Problem description>
Write out, from the entries below, exactly the lines that run between the lines holding "217px,287px 222px,293px 247px,183px" and "373px,78px 378px,83px 401px,60px", inclusive, and stop there.

(Extracted information)

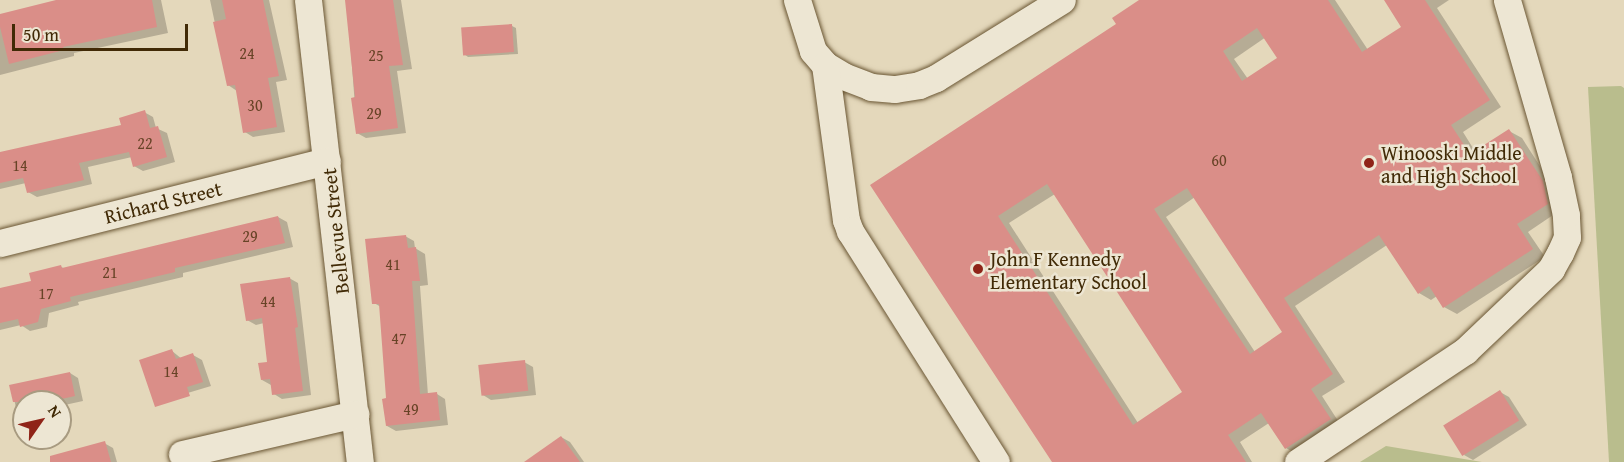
<!DOCTYPE html>
<html>
<head>
<meta charset="utf-8">
<style>
  body { margin:0 }
  #map { position:relative; width:1624px; height:462px; overflow:hidden; background:#e4d8bb; font-family:"Gentium Book Plus",serif }
  div>[style] { position:absolute }
  .green>* { inset:0; background:#b9bd8d }
  .shadow>* { inset:0; background:#0003 }
  .building>* { inset:0; background:#da8e88; transform-origin:0 0 }
  .roads { filter:drop-shadow(0 0 2px #6a5633) drop-shadow(0 0 2px #6a5633) }
  .street>* { height:27px; margin:-13.5px; padding:0 13.5px; transform-origin:13.5px; border-radius:13.5px; background:#ede6d3 }
  .dots>* { width:16px; height:16px; translate:-50% -50%; box-sizing:border-box; border:3px solid #ede6d3; border-radius:50% }
  span { translate:-50% -50%; white-space:nowrap; text-align:center; line-height:1.15; -webkit-text-stroke:5px #ede6d3; paint-order:stroke }
  .number-label { font-size:16px; color:#674326 }
  .number-label span { -webkit-text-stroke-width:0 }
  .poi-label { font-size:20px; color:#412a06 }
  .left { translate:0 -50%; text-align:left }
  .street-label { font-size:20px; color:#412a06 }
  .north { position:absolute; left:12px; top:390px; width:60px; height:60px; box-sizing:border-box; background:#ede6d3; border:2px solid #a89b81; border-radius:50%; rotate:56deg; font-size:16px; font-weight:700; line-height:24px; text-align:center; color:#412a06 }
  .north::after { content:''; display:block; margin:auto; width:21px; height:27px; background:#8f2418; clip-path:polygon(50% 0,100% 100%,50% 72%,0 100%) }
  .scale { position:absolute; left:12px; top:24px; width:176px; height:27px; box-sizing:border-box; border:3px solid #412a06; border-top:0; padding-left:8px; font-size:18px; line-height:21px; white-space:nowrap; color:#412a06; -webkit-text-stroke:4px #ede6d3; paint-order:stroke }
</style>
</head>
<body>
<div id="map">
  <div class="green">
    <i style="clip-path:polygon(1621px 86px,1624px 88px,1624px 462px,1609px 462px,1588px 87px)"></i>
    <i style="clip-path:polygon(1386px 446px,1482px 462px,1360px 462px)"></i>
  </div>
  <div class="shadow">
    <i style="clip-path:polygon(63px 0,161px 0,168px 33px,74px 53px,74px 56px,0 75px,0 18px)"></i>
    <i style="clip-path:polygon(210px 0,269px 0,287px 80px,276px 82px,285px 132px,253px 137px,245px 132px,237px 91px,228px 85px)"></i>
    <i style="clip-path:polygon(347px 0,401px 0,412px 69px,397px 71px,406px 133px,366px 138px,357px 133px)"></i>
    <i style="clip-path:polygon(evenodd,1142px 0,1335px 0,1368px 50px,1403px 27px,1385px 0,1449px 0,1437px 8px,1501px 107px,1463px 132px,1476px 153px,1509px 131px,1522px 138px,1554px 188px,1559px 211px,1528px 232px,1545px 257px,1457px 314px,1444px 307px,1437px 296px,1431px 300px,1419px 293px,1387px 245px,1295px 306px,1345px 382px,1322px 396px,1342px 427px,1298px 455px,1286px 448px,1269px 423px,1240px 442px,1252px 462px,1054px 462px,872px 186px,1118px 25px,1142px 0,1266px 37px,1279px 58px,1248px 79px,1234px 59px,1266px 37px,1142px 0,1055px 194px,1184px 392px,1138px 423px,1009px 223px,1055px 194px,1142px 0,1195px 197px,1285px 332px,1255px 352px,1166px 217px,1195px 197px)"></i>
    <i style="clip-path:polygon(512px 26px,516px 28px,518px 54px,468px 57px,464px 54px)"></i>
    <i style="clip-path:polygon(144px 112px,153px 117px,156px 128px,167px 133px,175px 162px,143px 171px,134px 166px,132px 157px,88px 167px,92px 184px,37px 197px,28px 192px,26px 183px,0 189px,0 153px,123px 126px)"></i>
    <i style="clip-path:polygon(278px 217px,287px 222px,293px 247px,183px 273px,183px 277px,78px 302px,79px 305px,49px 313px,47px 327px,30px 331px,21px 325px,0 330px,0 290px,33px 282px,61px 267px,66px 269px)"></i>
    <i style="clip-path:polygon(405px 236px,414px 241px,415px 248px,425px 254px,428px 285px,420px 286px,428px 395px,437px 394px,445px 399px,448px 425px,396px 431px,387px 426px,388px 399px,381px 307px,374px 303px)"></i>
    <i style="clip-path:polygon(289px 278px,298px 283px,311px 395px,282px 399px,274px 394px,271px 385px,262px 380px,269px 363px,264px 323px,256px 325px,247px 320px)"></i>
    <i style="clip-path:polygon(172px 351px,182px 359px,193px 355px,202px 360px,211px 386px,161px 401px)"></i>
    <i style="clip-path:polygon(524px 362px,533px 367px,536px 395px,491px 400px,483px 395px)"></i>
    <i style="clip-path:polygon(70px 373px,78px 378px,83px 401px,60px 406px,60px 402px,24px 402px,24px 428px,20px 425px,11px 386px)"></i>
    <i style="clip-path:polygon(1500px 392px,1509px 397px,1527px 425px,1473px 460px,1464px 455px)"></i>
    <i style="clip-path:polygon(561px 437px,570px 442px,584px 462px,527px 462px)"></i>
    <i style="clip-path:polygon(104px 443px,113px 448px,117px 462px,54px 462px)"></i>
  </div>
  <div class="building">
    <i style="clip-path:polygon(56px 0,152px 0,157px 27px,63px 47px,64px 50px,9px 64px,0 27px,0 14px)"></i>
    <i style="clip-path:polygon(222px 0,263px 0,279px 76px,268px 78px,277px 127px,243px 133px,235px 85px,227px 86px,213px 22px,226px 19px)"></i>
    <i style="clip-path:polygon(345px 0,393px 0,403px 65px,389px 66px,398px 128px,356px 134px,351px 98px,355px 97px)"></i>
    <i style="clip-path:polygon(evenodd,1139px 0,1328px 0,1362px 52px,1401px 27px,1384px 0,1425px 0,1490px 100px,1451px 125px,1470px 154px,1509px 129px,1543px 181px,1548px 204px,1517px 224px,1533px 249px,1443px 308px,1429px 286px,1418px 294px,1379px 235px,1284px 298px,1333px 374px,1311px 389px,1331px 419px,1285px 449px,1261px 413px,1228px 435px,1246px 462px,1052px 462px,870px 185px,1116px 24px,1112px 18px,1139px 0,1257px 28px,1277px 58px,1242px 81px,1223px 51px,1257px 28px,1139px 0,1047px 184px,1182px 392px,1133px 425px,998px 216px,1047px 184px,1139px 0,1187px 188px,1282px 332px,1250px 354px,1154px 209px,1187px 188px)"></i>
    <i style="left:512px;top:24px;width:28px;height:51px;rotate:86deg"></i>
    <i style="clip-path:polygon(145px 110px,150px 128px,158px 126px,167px 157px,133px 167px,129px 152px,79px 163px,84px 180px,27px 193px,23px 178px,0 183px,0 152px,121px 125px,119px 118px)"></i>
    <i style="clip-path:polygon(278px 216px,285px 243px,175px 268px,175px 272px,70px 297px,71px 301px,41px 309px,38px 322px,20px 327px,18px 319px,0 323px,0 288px,31px 281px,29px 273px,61px 265px,62px 268px)"></i>
    <i style="clip-path:polygon(406px 235px,408px 248px,416px 247px,420px 281px,412px 281px,420px 394px,437px 392px,440px 420px,386px 426px,382px 399px,386px 398px,379px 304px,372px 304px,365px 239px)"></i>
    <i style="clip-path:polygon(290px 277px,298px 327px,295px 328px,303px 391px,272px 395px,270px 379px,261px 380px,258px 363px,267px 362px,262px 318px,246px 321px,240px 284px)"></i>
    <i style="clip-path:polygon(172px 349px,176px 359px,193px 353px,203px 382px,187px 387px,190px 396px,155px 407px,139px 360px)"></i>
    <i style="left:525px;top:360px;width:31px;height:47px;rotate:84deg"></i>
    <i style="clip-path:polygon(70px 372px,75px 396px,48px 402px,13px 402px,9px 385px)"></i>
    <i style="left:1500px;top:390px;width:36px;height:67px;rotate:58deg"></i>
    <i style="clip-path:polygon(561px 436px,580px 462px,524px 462px)"></i>
    <i style="clip-path:polygon(105px 441px,111px 462px,50px 462px,50px 456px)"></i>
  </div>
  <div class="roads">
    <div class="street">
      <i style="left:308px;top:0;width:465px;rotate:83.6deg"></i>
      <i style="left:797px;top:0;width:53px;rotate:72.6deg"></i>
      <i style="left:813px;top:51px;width:18px;rotate:49deg"></i>
      <i style="left:825px;top:65px;width:21px;rotate:31deg"></i>
      <i style="left:843px;top:76px;width:30px;rotate:21deg"></i>
      <i style="left:871px;top:87px;width:24px;rotate:5deg"></i>
      <i style="left:895px;top:89px;width:24px;rotate:-9deg"></i>
      <i style="left:919px;top:85px;width:18px;rotate:-22deg"></i>
      <i style="left:936px;top:78px;width:148px;rotate:-31.8deg"></i>
      <i style="left:825px;top:65px;width:156px;rotate:82.3deg"></i>
      <i style="left:846px;top:220px;width:12px;rotate:70deg"></i>
      <i style="left:850px;top:231px;width:273px;rotate:57.7deg"></i>
      <i style="left:0;top:243px;width:337px;rotate:-14.1deg"></i>
      <i style="left:182px;top:454px;width:178px;rotate:-13deg"></i>
      <i style="left:1298px;top:462px;width:201px;rotate:-33.6deg"></i>
      <i style="left:1465px;top:351px;width:119px;rotate:-43.6deg"></i>
      <i style="left:1551px;top:269px;width:18px;rotate:-61deg"></i>
      <i style="left:1560px;top:253px;width:17px;rotate:-66deg"></i>
      <i style="left:1567px;top:237px;width:22px;rotate:-93deg"></i>
      <i style="left:1566px;top:215px;width:39px;rotate:-102deg"></i>
      <i style="left:1558px;top:177px;width:184px;rotate:-106.1deg"></i>
    </div>
  </div>
  <div class="dots">
    <i style="left:1369px;top:163px;background:#8f2418"></i>
    <i style="left:978px;top:269px;background:#8f2418"></i>
  </div>
  <div class="number-label">
    <span style="left:247px;top:53px">24</span>
    <span style="left:376px;top:55px">25</span>
    <span style="left:255px;top:105px">30</span>
    <span style="left:374px;top:113px">29</span>
    <span style="left:145px;top:143px">22</span>
    <span style="left:1219px;top:160px">60</span>
    <span style="left:20px;top:165px">14</span>
    <span style="left:250px;top:236px">29</span>
    <span style="left:393px;top:264px">41</span>
    <span style="left:110px;top:272px">21</span>
    <span style="left:46px;top:293px">17</span>
    <span style="left:268px;top:301px">44</span>
    <span style="left:399px;top:338px">47</span>
    <span style="left:171px;top:371px">14</span>
    <span style="left:411px;top:409px">49</span>
  </div>
  <div class="poi-label">
    <span class="left" style="left:1381px;top:164px">Winooski Middle<br>and High School</span>
    <span class="left" style="left:990px;top:270px">John F Kennedy<br>Elementary School</span>
  </div>
  <div class="street-label">
    <span style="left:163px;top:202px;rotate:-14deg">Richard Street</span>
    <span style="left:335px;top:231px;rotate:-96deg">Bellevue Street</span>
  </div>
  <div class="north">N</div>
  <div class="scale">50 m</div>
</div>
</body>
</html>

(End Extracted information)

Task result>
    <i style="clip-path:polygon(278px 217px,287px 222px,293px 247px,183px 273px,183px 277px,78px 302px,79px 305px,49px 313px,47px 327px,30px 331px,21px 325px,0 330px,0 290px,33px 282px,61px 267px,66px 269px)"></i>
    <i style="clip-path:polygon(405px 236px,414px 241px,415px 248px,425px 254px,428px 285px,420px 286px,428px 395px,437px 394px,445px 399px,448px 425px,396px 431px,387px 426px,388px 399px,381px 307px,374px 303px)"></i>
    <i style="clip-path:polygon(289px 278px,298px 283px,311px 395px,282px 399px,274px 394px,271px 385px,262px 380px,269px 363px,264px 323px,256px 325px,247px 320px)"></i>
    <i style="clip-path:polygon(172px 351px,182px 359px,193px 355px,202px 360px,211px 386px,161px 401px)"></i>
    <i style="clip-path:polygon(524px 362px,533px 367px,536px 395px,491px 400px,483px 395px)"></i>
    <i style="clip-path:polygon(70px 373px,78px 378px,83px 401px,60px 406px,60px 402px,24px 402px,24px 428px,20px 425px,11px 386px)"></i>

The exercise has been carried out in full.